Parkinson disease is described as early-onset disease if signs and symptoms begin before age 50. Early-onset cases that begin before age 20 may be referred to as juvenile-onset disease. [from Genetics Home Reference, GHR_condition:parkinson-disease, 2015.02.13]

Parkinson disease (PD) is a neurodegenerative disease usually typified by slow onset in mid to late adulthood; there are also early-onset and juvenile forms of the disease. Symptoms worsen over time and include resting tremor, muscular rigidity, bradykinesia [abnormal slowness of movement], and postural instability [impaired balance and coordination]; additional symptoms may include postural abnormalities, dysautonomia [symptoms caused by malfunction of the autonomic nervous system], dystonic cramps, and dementia. Parkinson disease is the second-most common neurodegenerative disease (after Alzheimer disease), affecting approximately 1% of the population over 50 (Polymeropoulos et al., 1996, pubmed:8895469). [from MIM:168600; 2013.07.23]

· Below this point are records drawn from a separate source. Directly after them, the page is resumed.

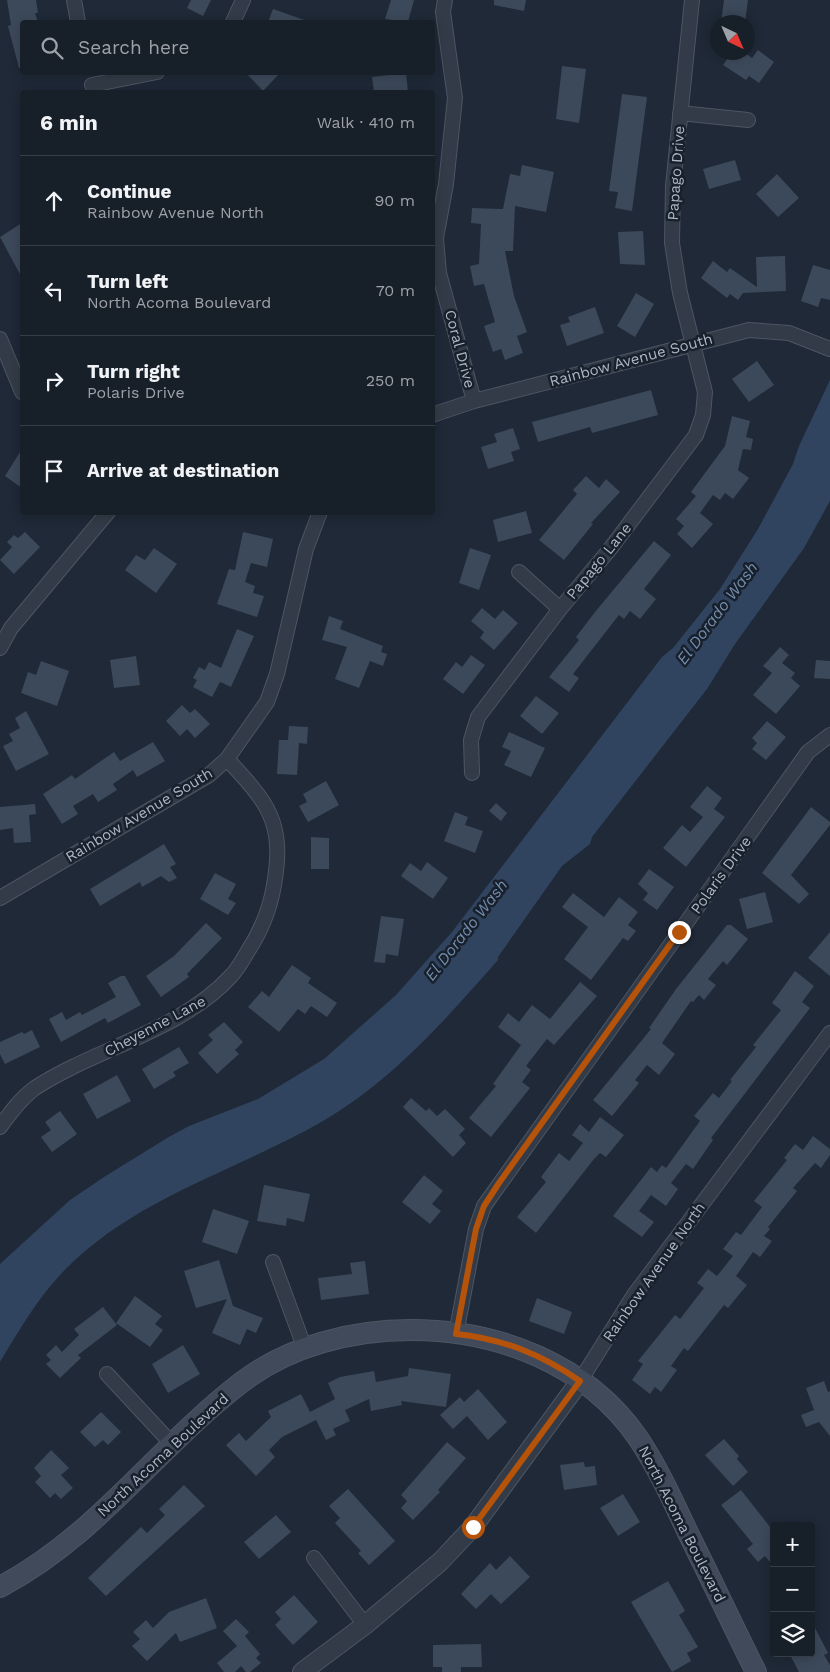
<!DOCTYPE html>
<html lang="en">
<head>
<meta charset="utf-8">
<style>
	body { margin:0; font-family:"Work Sans",sans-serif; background:#242c35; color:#f1f3f6 }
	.controls { position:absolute; right:15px; bottom:15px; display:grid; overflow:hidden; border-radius:5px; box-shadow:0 2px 12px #0003 }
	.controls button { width:45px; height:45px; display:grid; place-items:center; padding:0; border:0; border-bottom:1px solid #363d46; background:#171f29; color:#f1f3f6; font:25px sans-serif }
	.compass { position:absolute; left:710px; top:15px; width:45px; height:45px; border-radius:50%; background:#171f29; box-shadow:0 2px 12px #0003; rotate:136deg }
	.stop { position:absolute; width:15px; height:15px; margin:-11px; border:4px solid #b45309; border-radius:50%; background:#fff }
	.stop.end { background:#b45309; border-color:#fff; box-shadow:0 1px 5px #0008 }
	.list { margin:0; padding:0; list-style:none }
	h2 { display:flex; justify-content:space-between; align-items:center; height:65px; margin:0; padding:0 20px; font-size:21px }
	h2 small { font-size:16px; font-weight:400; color:#9ea2a8 }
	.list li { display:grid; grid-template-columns:32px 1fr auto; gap:15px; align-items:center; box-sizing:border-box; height:90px; padding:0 20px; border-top:1px solid #363d46 }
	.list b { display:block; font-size:19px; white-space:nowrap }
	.list p { margin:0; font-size:16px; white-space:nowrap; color:#9ea2a8 }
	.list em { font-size:16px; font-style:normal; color:#9ea2a8 }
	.icon { flex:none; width:28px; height:28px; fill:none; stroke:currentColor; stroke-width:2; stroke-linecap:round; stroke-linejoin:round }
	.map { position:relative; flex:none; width:830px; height:1672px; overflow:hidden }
	.search { position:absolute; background:#171f29; box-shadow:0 2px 12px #0003; left:20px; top:20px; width:415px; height:55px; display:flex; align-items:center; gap:12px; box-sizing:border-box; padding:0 18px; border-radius:5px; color:#9ea2a8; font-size:19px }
	.panel { position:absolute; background:#171f29; box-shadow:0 2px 12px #0003; left:20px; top:90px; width:415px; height:425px; border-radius:5px }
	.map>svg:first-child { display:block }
</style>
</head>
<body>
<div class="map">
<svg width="830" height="1672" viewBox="0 0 830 1672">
	<rect width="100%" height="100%" fill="#1f2937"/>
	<path fill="#31445f" d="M830,380V501L804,548L735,644L707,689L592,837L590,844L562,866L498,957V960C446,1019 392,1081 323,1121C235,1172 132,1198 60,1275C36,1301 18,1332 0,1362V1264L70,1200L104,1177L167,1138L189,1126L258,1099L324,1059L396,995L452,932L662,657L673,648L720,589L758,529L793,464L799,446Z"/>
	<path fill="#3c495a" d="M7,0H36L38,13H35L38,22H22V68H19L8,26L11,25Z
		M191,0H211L203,16L187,8Z
		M391,0H414L408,22L385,19Z
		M494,0H526L524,11L494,5Z
		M724,0H748L745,22H721Z
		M273,9L307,21L306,22H268Z
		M758,50L774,62L759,83L749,76L746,80L723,65L732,52H744L752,58Z
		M562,66L586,69L579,123L556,119Z
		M245,72H281L263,91Z
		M406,73L408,92H374L372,77Z
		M622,94L647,97L632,211L615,208L618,192L609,191Z
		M735,160L741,180L709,189L703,169Z
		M522,165L554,172L546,212L515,206L513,251H505L514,296L527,332L517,336L523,353L505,360L501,349L493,352L484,326L495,322L484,284L474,286L470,266L479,264L481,224L471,223L472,208L503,209L510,174L520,176Z
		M777,174L799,198L778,217L756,194Z
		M22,223V278L0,237Z
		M643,231L645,265L620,264L618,232Z
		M785,256L786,291L743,293L738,300L730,294L727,298L701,278L713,261L727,272L730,268L757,287L756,257Z
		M813,265L830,270V300L821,298L818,307L801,301Z
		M636,293L654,304L635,337L617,326Z
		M595,307L604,333L567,346L560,325L570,322L568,317Z
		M757,361L774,385L749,402L732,379Z
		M651,390L658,415L592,433L590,427L538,442L532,422Z
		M732,416L750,421L746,437L753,439L751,450L743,449L738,470L749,478L733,499L725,493L720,500L713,495L700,513L713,524L692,548L677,534L684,526L676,519L696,496L691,492L725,446Z
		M513,428L520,449L511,452L514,461L488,469L481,447L497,442L494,434Z
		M22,449V488L5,476Z
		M586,476L599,488L606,479L620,492L591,523L593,524L564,560L539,540L577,494L573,490Z
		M526,511L532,533L498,542L493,520Z
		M25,532L40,547L14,574L0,560L12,547L7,542L14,535L18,538Z
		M243,532L273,539L267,567L251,563L245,582L255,586L253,593L264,596L257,617L217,604L229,569L235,570Z
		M654,541L671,555L644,589L656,599L640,619L630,611L624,619L619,615L573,674L579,678L569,692L549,677L579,640L576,637L595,612Z
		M154,548L177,564L156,593L125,570L136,555L145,560Z
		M470,548L491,555L479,590L459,583Z
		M482,608L495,619L503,610L518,623L494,650L480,638L484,632L471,621Z
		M329,616L343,621L340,629L383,646L381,652L387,654L383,666L370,661L359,688L335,679L347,647L322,640Z
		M237,629L254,636L231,687L220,682L212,697L193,687L197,680L193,678L199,667L205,670L209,662L221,668Z
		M780,647L789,655L782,663L795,673L791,678L800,686L776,714L753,695L772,673L763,666Z
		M471,655L485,665L463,694L443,679L456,662L462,667Z
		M136,656L140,685L114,688L110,660Z
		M816,660L830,661V679L814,678Z
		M41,661L69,671L57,706L21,693L28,672L36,675Z
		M536,696L559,713L542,734L520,716Z
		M182,705L190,713L195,709L210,724L195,738L187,729L180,736L166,721Z
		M26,711L49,754L16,771L3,746L13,741L9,734L20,728L15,718Z
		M767,721L786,737L766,760L752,749L757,743L752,738Z
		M289,726L308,727L307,744L299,743L297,775L277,774L279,740H288Z
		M509,732L545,748L531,777L504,765L511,751L502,747Z
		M153,742L165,761L137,777L133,770L113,784L117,790L98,802L93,794L73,806L78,814L62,824L43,794L72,775L75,779L114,752L120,761Z
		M326,781L339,805L308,822L299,806L307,802L303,794Z
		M707,786L722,798L714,809L725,817L686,867L663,848L682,825L690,832L703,817L690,807Z
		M496,803L507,813L501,821L489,811Z
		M35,804L36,814L29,815L31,842L14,843L13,828L0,830V807Z
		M811,807L830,822V825L791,875L809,894L799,904L762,873Z
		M455,812L468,817L465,825L483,831L475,853L444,841Z
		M311,837L329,838V869H311Z
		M164,844L176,864L170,867L177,878L169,882L161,876L142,887L140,882L100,906L90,889Z
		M427,862L448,878L433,899L401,876L410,863L421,871Z
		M649,869L674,887L657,910L643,900L648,893L638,884Z
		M215,873L236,884L228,899L236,903L228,915L200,899Z
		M765,892L773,922L747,929L739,899Z
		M573,893L604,917L619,897L638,912L628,925L636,931L628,941L623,938L591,980L564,959L588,927L562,907Z
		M381,916L404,919L398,956L386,954L385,963L374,962Z
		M206,923L222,938L187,974L189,977L161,997L146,976L174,956Z
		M727,925H731L748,939L727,965L723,961L708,979L716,985L704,1000L699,995L693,1002L691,1001L662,1043L675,1054L659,1075L647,1065L635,1080L639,1083L612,1116L593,1100L651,1029L649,1028L676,989Z
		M830,932V976L808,958Z
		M292,965L311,978L308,983L337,1003L327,1017L311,1006L305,1014L298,1009L279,1032L248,1007L262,991L269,997Z
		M795,971L814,986L802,1002L810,1008L711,1138L713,1140L693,1169L686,1164L671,1183L678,1189L666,1206L651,1195L639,1211L654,1222L642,1237L613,1216L651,1167L657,1172L662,1165L666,1168L700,1121L694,1116L713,1093L719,1098L732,1081L730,1080L756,1047L753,1045L781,1010L772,1003Z
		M121,976H125L141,1005L108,1023L105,1018L61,1042L49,1019L62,1012L66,1020L80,1012L82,1015L116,997L108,983Z
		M580,982L597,996L554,1045L547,1039L526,1066L531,1070L522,1082L530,1088L491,1137L469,1118L496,1086L493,1084L521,1045L498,1027L508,1013L519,1022L532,1005L550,1019Z
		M224,1022L243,1042L235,1050L239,1054L217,1074L198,1053L213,1040L208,1035Z
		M32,1030L40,1047L5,1064L0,1054V1042L22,1032L24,1034Z
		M179,1047L189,1063L173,1072L176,1076L154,1089L142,1069Z
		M117,1075L131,1101L97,1119L83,1094Z
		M411,1098L426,1111L429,1108L437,1116L445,1109L465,1129L459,1135L466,1143L453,1157L403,1107Z
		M60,1111L77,1134L52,1152L41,1137L51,1130L45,1122Z
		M600,1117L624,1135L606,1157L600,1153L594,1159L536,1233L517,1217L546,1182L541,1177L559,1153L569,1161L583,1143L572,1135L580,1124L589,1132Z
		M813,1136L830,1149V1155L821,1168L815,1163L793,1188L797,1191L768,1227L770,1229L764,1236L772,1241L760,1257L753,1252L736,1276L747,1285L728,1308L724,1305L688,1351L684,1348L671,1366L677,1370L661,1392L655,1387L650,1394L632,1380L643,1364L638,1361L675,1315L680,1319L704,1288L697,1283L708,1269L717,1276L733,1256L723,1249L736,1232L741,1235L762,1207L754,1201L787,1160L784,1158L795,1144L803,1150Z
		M424,1175L443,1191L432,1204L441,1211L430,1224L402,1202Z
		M264,1185L310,1194L304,1222L287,1218L286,1226L257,1221Z
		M213,1209L249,1221L237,1254L202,1242Z
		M219,1260L233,1306L263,1318L256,1333L247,1329L240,1345L212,1333L227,1299L196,1308L184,1271Z
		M365,1261L369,1294L321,1300L318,1278L352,1274L350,1263Z
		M135,1296L162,1316L155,1324L163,1330L150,1347L116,1323Z
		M537,1298L572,1312L564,1334L529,1321Z
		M103,1307L117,1325L78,1355L81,1358L60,1378L46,1364L51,1360L46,1355L56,1345L62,1352L79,1335L74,1329Z
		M183,1345L200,1374L168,1393L152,1364Z
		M409,1368L451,1374L446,1407L401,1401L402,1405L371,1411L369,1399L345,1410L350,1421L333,1429L336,1435L326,1440L316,1420L282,1437L269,1450L275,1457L256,1476L226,1445L239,1433L246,1441L271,1417L268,1411L301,1394L310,1412L335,1399L328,1383L340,1377L374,1371L376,1382L408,1376Z
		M824,1381L828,1392L830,1391V1436L819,1422L806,1427L801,1415L814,1410L806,1388Z
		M478,1389L507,1422L488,1440L467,1416L453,1429L440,1415L460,1397L464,1402Z
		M101,1412L121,1432L108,1445L103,1440L95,1447L80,1432Z
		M724,1439L739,1456L737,1459L748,1472L733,1486L705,1455Z
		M447,1442L466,1458L438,1490L440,1492L413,1520L401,1508L407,1501L401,1495Z
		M51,1450L69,1468L61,1475L73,1488L61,1499L55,1493L50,1498L35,1482L41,1476L34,1468Z
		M584,1462L585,1467L595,1466L597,1485L564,1490L560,1465Z
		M184,1485L205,1506L106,1596L88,1578L141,1527L147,1533L165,1515L159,1509Z
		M348,1489L395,1541L369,1565L358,1553L361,1551L335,1523L340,1518L329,1506Z
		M741,1490L774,1532V1567L765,1556L758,1562L747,1549L753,1544L721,1505Z
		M623,1494L640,1522L618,1536L600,1508Z
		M276,1515L291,1532L259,1559L244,1542Z
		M510,1556L530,1577L501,1604L491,1594L476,1609L461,1594L490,1563L496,1570Z
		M668,1581L685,1611L679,1615L698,1647L687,1653L691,1661L672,1672L631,1602Z
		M294,1595L318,1622L293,1645L275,1625L281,1619L275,1612Z
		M206,1598L217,1628L180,1642L176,1633L147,1661L132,1646L140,1639L133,1632L146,1620L153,1628L169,1612Z
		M236,1619L249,1632L245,1636L260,1654L256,1658L261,1663L250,1672H246L241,1666L235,1672H224L217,1663L237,1646L223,1631Z
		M811,1620L828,1653L824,1655L830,1665V1672H799L789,1653H811Z
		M481,1644L482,1667H461V1672H442V1667H433V1645Z"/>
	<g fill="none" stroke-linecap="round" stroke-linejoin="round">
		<defs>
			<path id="minor" d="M74,0L78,22
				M445,0L443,12L455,98L446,184L436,238L439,273L474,401
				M233,22L243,0
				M92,85L157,72
				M680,113L748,120
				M0,339L22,392
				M432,415L474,401L749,330L789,333L830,349
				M519,572L560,609
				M0,648L11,628L108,512
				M472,773L471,740L478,717L560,609L610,549L696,435L703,415L705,392L680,293L672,243L673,186L692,0
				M0,898L209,775L227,759L267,702L277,674L306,549L320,512
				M0,1127C10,1113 21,1098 35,1088C96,1048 181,1031 231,976C238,969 243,959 248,951C261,931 270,909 274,885C285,822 268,803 227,759
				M273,1262L305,1349
				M456,1334L476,1229L484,1206L808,752L830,735
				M107,1374L172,1444
				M580,1381L634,1295L830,1033
				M314,1558L365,1625"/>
			<path id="tertiary" d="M302,1672L365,1625L440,1562L473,1527L580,1381"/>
			<path id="secondary" d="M0,1587C96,1537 157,1447 242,1382C289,1346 352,1330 411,1330C498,1330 587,1364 638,1438C658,1468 673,1501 688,1533C711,1579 733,1626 756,1672"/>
		</defs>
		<use href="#minor" stroke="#4d5663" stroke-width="16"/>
		<use href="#tertiary" stroke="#4d5663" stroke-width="20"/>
		<use href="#secondary" stroke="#4d5663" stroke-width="22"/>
		<use href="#minor" stroke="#323b47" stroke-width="14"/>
		<use href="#tertiary" stroke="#323b47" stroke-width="18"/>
		<use href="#secondary" stroke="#404a5b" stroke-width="20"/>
	</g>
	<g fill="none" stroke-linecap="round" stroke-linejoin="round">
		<path stroke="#b45309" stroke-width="6" d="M473,1527L580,1381C541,1354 503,1339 456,1334L476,1229L484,1206L499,1183L679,932"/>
	</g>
	<g text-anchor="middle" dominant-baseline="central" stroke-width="5" stroke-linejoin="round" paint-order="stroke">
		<g font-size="15" fill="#acb6c5" stroke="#18202c">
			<text transform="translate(676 173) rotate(-86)">Papago Drive</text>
			<text transform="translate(460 349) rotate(75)">Coral Drive</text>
			<text transform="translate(631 360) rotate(-15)">Rainbow Avenue South</text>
			<text transform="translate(599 561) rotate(-51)">Papago Lane</text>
			<text transform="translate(139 815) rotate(-31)">Rainbow Avenue South</text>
			<text transform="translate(721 875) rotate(-54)">Polaris Drive</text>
			<text transform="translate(155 1026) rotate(-28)">Cheyenne Lane</text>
			<text transform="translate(654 1272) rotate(-55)">Rainbow Avenue North</text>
			<text transform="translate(163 1455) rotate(-43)">North Acoma Boulevard</text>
			<text transform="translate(682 1524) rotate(63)">North Acoma Boulevard</text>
		</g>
		<g font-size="16" font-style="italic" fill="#738dae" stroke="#18202c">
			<text transform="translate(717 613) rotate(-53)">El Dorado Wash</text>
			<text transform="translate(466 930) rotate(-52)">El Dorado Wash</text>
		</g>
	</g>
</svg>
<div class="controls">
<button>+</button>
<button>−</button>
<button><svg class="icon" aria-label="layers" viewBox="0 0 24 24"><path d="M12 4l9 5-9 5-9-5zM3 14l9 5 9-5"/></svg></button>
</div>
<svg class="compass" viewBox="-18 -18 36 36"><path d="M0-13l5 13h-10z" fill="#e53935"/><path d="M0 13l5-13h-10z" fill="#9ea2a8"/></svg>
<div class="stop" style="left:473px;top:1527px"></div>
<div class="stop end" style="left:679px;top:932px"></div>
<div class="search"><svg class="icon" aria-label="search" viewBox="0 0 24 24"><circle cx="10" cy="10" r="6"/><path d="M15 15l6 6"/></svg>Search here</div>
<section class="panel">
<h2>6 min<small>Walk · 410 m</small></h2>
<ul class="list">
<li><svg class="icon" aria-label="ahead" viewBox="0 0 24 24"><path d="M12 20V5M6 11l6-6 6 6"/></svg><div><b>Continue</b><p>Rainbow Avenue North</p></div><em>90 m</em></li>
<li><svg class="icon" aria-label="left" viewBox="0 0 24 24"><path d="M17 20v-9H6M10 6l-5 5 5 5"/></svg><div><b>Turn left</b><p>North Acoma Boulevard</p></div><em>70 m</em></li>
<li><svg class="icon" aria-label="right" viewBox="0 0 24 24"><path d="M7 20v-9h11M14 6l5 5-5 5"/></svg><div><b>Turn right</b><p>Polaris Drive</p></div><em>250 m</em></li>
<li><svg class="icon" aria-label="arrive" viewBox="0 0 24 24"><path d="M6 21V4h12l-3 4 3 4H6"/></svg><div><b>Arrive at destination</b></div></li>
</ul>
</section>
</div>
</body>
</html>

Approximately 15% of Parkinson cases appear to be due to an inherited genetic defect. [from Genetics Home Reference, GHR_condition:parkinson-disease, 2015.02.13]

Parkinson disease is a genetically heterogeneous disorder: multiple causative genes have been identified; other genes may confer susceptibility to the disease. Some familial forms are inherited as autosomal dominants, others as autosomal recessives. [from MIM:168600; 2013.07.23]

Although the majority of idiopathic cases of Parkinson disease have Lewy body pathology at autopsy, this feature is not exclusive to Parkinson disease, nor is it observed in all cases.

Pathologic features of classic Parkinson disease include a loss of dopaminergic neurons in the substantia nigra (SN) region of the brain and the presence of Lewy bodies (eosinophilic intracellular inclusions) in surviving neurons in various areas of the brain, particularly the SN (Nussbaum and Polymeropoulos, 1997, pubmed:9300660). [from MIM:168600 and MIM:168601; 2013.07.23]

See diagramatic summary in Trinh and Farrer, 2013, FBrf0226112, pubmed:23857047; http://www.nature.com/nrneurol/journal/v9/n8/fig_tab/nrneurol.2013.132_F1.html.

See descriptive summary for Parkinson's disease in KEGG Disease Pathways (link below).

Current treatment for Parkinson disease remains primarily a dopamine-replacement strategy: the administration of the dopamine precursor, levodopa.

Dysfunction in aspects of synaptic transmission and endosomal trafficking appear to be key processes affected in late-onset PD. Pathways that relate to mitochondrial metabolism are recurring themes for genes associated with early onset PD.

Impaired response to oxidative stress is a recurring theme among the different subtypes of Parkinson disease. Even in familial forms of the disease, despite the fact that all cells carry the same defect and the gene in quesion may be widely expressed, damage reaches a pathologic level in only a few types of cells. While many brain neurons can cope with a rise in oxidative stress, there are select populations of neurons in the brain that are vulnerable; the set of dopaminergic neurons affected in Parkinson disease are among those that are particularly sensitive (Wang and Michaelis, 2010, FBrf0228585).